‘Vaults of Silence’ is a site-specific mixed-media solo-exhibition on view during 20 of February and 6 of April 2025 at Konstmuseet in Skövde, Sweden.
Material: recycled wood/metal/paper/old cables/sound/light reliefs.

This exhibition delves into the intricate relationship between the human body and the spaces it inhabits, specifically focusing on environments that impose physical limitations. The initial idea for this project emerged from Kovacikova’s fascination with protective-like subterranean spaces and their increasing relevance in the world. This exhibition aims to prompt a dialogue about what it means to exist in spaces that are both protective and oppressive, simultaneously serving as sanctuaries and constraints.
‘Vaults of Silence’ is focused on tracing, exploring, and investigating bunkers, shelters, and protective-like subterranean spaces through the lens of a corporeal experience. Spaces as such are fascinating due to their unique spatial placement and versatile purposes in relation to urban landscapes and society.
The complex and diverse world we live in is characterised by rapid technological advancement, globalisation, increasing interconnectedness as well as rapid climate change, human overpopulation and continuous threat of war conflicts locally as well as globally including war and weapon technology. All these aspects urge us to rethink the fundamental meaning of space and spatiality, what is the dimension of living space and what it will be, or perhaps, what it should be in the future. The meaning of freedom can easily become variable and the notion of limitation or restriction becomes unavoidably prominent.
The conceptual background of this project emerged from the value of 0.75, which precisely refers to the calculated area allocated for one person in shelters or bunkers in Sweden—0.75 square metres per individual. This figure becomes a poignant symbol of the tension between physical confinement and personal space, inviting reflection on the implications of such restriction. The prominent focus tackles the meaning of compression and introspection, drawing attention to how confined environments affect the body’s movements, emotions, and perception of freedom.
The main objective of the artist’s process is to deconstruct the relation between a body and a limited space, study it from several theoretical perspectives, and use them in the formal and conceptual development of the exhibition. The principal aim is to build a strong correlation between the exposure to a confined space and the experience of the exhibited installation.

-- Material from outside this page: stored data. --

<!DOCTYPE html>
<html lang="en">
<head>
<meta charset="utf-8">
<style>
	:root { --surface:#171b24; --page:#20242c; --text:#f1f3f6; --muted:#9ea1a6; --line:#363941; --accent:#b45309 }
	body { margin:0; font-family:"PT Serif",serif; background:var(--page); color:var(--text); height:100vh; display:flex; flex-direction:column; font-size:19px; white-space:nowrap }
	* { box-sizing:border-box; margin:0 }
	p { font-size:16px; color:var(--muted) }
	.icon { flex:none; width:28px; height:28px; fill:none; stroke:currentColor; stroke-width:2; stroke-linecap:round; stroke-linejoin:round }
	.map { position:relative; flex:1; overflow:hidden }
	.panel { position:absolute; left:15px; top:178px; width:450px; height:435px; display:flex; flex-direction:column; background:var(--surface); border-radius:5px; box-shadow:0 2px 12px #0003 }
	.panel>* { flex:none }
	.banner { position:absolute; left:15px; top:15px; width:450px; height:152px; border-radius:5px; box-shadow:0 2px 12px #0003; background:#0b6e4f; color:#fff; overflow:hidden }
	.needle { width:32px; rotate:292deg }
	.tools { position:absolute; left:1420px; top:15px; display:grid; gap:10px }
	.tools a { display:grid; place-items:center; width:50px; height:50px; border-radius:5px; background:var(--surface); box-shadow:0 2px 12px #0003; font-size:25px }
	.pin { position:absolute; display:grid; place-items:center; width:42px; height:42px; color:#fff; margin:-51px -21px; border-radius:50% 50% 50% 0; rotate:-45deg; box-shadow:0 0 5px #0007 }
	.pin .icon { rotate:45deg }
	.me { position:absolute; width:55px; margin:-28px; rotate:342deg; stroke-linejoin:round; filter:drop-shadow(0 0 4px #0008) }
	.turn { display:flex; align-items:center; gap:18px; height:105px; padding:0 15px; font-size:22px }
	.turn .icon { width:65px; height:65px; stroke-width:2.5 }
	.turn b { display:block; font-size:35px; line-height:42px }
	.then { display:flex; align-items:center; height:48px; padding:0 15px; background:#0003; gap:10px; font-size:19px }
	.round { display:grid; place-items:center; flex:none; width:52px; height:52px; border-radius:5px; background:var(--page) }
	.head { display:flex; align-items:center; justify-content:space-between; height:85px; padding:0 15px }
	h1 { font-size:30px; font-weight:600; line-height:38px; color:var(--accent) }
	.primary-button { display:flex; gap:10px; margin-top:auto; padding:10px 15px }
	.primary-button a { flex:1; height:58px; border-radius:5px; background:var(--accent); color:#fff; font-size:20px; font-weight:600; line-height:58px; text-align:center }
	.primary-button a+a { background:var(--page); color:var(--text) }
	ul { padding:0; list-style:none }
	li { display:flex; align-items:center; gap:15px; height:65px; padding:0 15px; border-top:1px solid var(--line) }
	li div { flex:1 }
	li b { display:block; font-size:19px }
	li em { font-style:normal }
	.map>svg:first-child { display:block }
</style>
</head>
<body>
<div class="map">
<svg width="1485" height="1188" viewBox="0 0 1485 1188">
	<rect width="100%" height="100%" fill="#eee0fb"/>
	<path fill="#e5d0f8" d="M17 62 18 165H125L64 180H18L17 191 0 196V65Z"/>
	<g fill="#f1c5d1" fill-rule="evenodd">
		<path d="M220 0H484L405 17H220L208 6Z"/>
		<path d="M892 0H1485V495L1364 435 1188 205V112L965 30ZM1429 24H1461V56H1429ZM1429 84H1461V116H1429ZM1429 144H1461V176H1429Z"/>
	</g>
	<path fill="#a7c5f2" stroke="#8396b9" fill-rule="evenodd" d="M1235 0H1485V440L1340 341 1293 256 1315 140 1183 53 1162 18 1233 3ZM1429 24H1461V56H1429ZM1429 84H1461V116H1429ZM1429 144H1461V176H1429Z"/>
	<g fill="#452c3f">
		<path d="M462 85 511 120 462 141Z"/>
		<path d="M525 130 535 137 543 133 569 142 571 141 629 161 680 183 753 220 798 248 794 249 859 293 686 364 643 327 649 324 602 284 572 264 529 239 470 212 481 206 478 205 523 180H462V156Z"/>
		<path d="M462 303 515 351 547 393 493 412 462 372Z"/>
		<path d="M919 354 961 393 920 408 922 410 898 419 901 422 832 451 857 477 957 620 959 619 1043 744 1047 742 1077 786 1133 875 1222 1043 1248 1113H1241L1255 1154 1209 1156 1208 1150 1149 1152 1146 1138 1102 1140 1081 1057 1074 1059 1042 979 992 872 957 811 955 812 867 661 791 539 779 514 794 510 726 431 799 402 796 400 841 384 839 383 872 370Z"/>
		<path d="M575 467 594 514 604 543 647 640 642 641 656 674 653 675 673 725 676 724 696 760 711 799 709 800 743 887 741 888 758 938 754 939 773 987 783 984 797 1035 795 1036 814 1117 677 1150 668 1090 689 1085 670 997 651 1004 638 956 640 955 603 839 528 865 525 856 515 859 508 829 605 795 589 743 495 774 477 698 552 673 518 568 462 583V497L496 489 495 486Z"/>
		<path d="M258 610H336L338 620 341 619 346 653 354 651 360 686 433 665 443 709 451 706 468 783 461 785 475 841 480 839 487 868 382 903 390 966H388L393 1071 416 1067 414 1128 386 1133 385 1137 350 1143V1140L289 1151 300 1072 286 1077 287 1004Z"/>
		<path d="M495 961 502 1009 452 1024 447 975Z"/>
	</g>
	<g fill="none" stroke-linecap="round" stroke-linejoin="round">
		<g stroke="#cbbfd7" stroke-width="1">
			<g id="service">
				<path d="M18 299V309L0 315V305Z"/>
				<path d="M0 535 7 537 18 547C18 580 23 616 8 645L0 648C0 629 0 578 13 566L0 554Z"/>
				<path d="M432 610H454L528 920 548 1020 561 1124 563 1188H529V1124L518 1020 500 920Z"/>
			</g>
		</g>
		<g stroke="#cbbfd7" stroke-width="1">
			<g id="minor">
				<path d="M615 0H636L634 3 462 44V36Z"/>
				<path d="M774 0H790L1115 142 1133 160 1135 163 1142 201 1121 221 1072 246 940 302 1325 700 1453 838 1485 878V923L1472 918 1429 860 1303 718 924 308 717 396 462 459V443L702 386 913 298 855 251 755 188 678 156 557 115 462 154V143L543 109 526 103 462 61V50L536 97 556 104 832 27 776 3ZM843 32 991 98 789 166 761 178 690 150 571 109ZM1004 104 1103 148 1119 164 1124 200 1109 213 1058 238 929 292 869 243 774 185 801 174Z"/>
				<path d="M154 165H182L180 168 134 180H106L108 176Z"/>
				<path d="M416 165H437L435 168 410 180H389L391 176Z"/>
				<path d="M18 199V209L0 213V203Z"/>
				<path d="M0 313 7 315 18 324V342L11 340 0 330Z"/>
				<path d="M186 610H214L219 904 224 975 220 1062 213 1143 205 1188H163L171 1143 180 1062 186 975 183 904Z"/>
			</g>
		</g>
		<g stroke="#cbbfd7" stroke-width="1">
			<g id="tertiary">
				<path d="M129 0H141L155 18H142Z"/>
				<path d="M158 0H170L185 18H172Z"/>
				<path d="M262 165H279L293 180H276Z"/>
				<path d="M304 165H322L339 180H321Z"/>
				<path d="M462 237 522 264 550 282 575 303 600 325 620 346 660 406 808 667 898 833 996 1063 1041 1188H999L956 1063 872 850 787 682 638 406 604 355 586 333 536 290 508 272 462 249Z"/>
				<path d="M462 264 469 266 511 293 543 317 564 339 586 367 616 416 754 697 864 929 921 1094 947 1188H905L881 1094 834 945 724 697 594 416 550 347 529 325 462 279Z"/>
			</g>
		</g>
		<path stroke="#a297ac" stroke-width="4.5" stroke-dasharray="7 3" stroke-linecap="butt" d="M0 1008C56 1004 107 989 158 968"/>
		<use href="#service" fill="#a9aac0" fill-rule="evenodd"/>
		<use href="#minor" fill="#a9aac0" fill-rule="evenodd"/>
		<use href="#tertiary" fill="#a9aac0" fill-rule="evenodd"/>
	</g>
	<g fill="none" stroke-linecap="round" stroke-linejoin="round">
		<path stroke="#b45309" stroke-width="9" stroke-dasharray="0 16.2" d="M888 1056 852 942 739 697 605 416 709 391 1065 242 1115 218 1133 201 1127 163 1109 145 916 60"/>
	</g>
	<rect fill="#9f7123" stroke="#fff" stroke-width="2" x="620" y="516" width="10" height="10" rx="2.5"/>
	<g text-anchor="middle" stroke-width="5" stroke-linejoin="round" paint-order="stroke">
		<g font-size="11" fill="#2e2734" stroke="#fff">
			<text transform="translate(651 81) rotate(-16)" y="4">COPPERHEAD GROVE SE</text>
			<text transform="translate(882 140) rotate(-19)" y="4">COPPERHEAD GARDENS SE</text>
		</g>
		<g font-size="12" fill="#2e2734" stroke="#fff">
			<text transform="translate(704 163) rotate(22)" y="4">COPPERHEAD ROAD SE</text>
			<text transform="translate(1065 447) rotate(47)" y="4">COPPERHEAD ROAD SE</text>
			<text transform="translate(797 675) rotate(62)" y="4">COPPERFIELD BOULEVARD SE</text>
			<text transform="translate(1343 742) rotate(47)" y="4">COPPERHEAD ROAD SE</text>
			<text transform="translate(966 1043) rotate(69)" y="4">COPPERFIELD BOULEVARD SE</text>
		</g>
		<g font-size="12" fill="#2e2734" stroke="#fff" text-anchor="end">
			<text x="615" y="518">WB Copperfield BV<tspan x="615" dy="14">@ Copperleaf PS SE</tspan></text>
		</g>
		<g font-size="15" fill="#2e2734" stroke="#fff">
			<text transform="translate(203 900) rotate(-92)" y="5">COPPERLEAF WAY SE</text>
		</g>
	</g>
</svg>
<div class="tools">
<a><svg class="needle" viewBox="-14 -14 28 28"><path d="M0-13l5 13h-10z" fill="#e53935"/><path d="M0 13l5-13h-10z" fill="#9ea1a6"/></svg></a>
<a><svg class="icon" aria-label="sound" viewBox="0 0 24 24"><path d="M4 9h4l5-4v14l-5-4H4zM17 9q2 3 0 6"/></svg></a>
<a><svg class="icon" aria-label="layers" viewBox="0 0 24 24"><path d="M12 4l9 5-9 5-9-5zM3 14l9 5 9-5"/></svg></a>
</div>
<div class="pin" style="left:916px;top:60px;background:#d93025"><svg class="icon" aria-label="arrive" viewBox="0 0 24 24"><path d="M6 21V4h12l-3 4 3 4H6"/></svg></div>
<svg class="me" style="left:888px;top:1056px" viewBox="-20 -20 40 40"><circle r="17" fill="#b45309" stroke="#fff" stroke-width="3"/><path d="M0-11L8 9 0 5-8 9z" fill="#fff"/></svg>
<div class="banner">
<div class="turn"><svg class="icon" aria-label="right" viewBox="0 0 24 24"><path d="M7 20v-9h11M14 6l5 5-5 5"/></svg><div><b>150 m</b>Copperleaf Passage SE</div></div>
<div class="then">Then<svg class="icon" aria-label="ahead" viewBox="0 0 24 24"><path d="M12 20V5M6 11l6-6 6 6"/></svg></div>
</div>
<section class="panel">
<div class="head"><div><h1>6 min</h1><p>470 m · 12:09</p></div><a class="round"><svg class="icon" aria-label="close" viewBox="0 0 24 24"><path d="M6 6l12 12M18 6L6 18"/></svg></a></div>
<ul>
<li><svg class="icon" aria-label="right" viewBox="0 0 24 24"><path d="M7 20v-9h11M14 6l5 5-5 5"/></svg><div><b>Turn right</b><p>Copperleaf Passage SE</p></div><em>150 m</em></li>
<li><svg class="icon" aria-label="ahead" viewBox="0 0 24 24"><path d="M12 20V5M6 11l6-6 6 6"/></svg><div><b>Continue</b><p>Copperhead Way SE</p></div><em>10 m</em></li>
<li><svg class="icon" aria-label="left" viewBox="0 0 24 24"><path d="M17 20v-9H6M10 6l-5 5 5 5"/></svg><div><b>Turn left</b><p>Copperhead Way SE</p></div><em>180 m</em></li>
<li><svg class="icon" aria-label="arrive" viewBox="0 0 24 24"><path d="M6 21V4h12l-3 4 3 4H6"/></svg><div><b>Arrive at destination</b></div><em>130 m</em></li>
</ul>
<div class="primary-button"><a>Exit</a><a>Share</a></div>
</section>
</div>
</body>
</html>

Using recycled materials such as wooden planks and electric cable, the installation form consists of deformed surface fragments of the human body, bound together, creating a structure that interacts with the shape of the exhibition room with its own energy. It dynamically moves in the air, appears and disappears, dominates and invades the gallery walls at the same time. It resembles an abstract body in the moment of transformation – highlighting its shape-changing in becoming nothing from something, and vice versa.
In light of these reflections, this exhibition becomes an experimental interplay where the attributes of the exhibition space are set in relation to bunkers and their metaphorical interpretations. Combined with sound, it can be viewed as a fragment of a closed space, a shelter, a remnant of what has occurred or what may come in the future.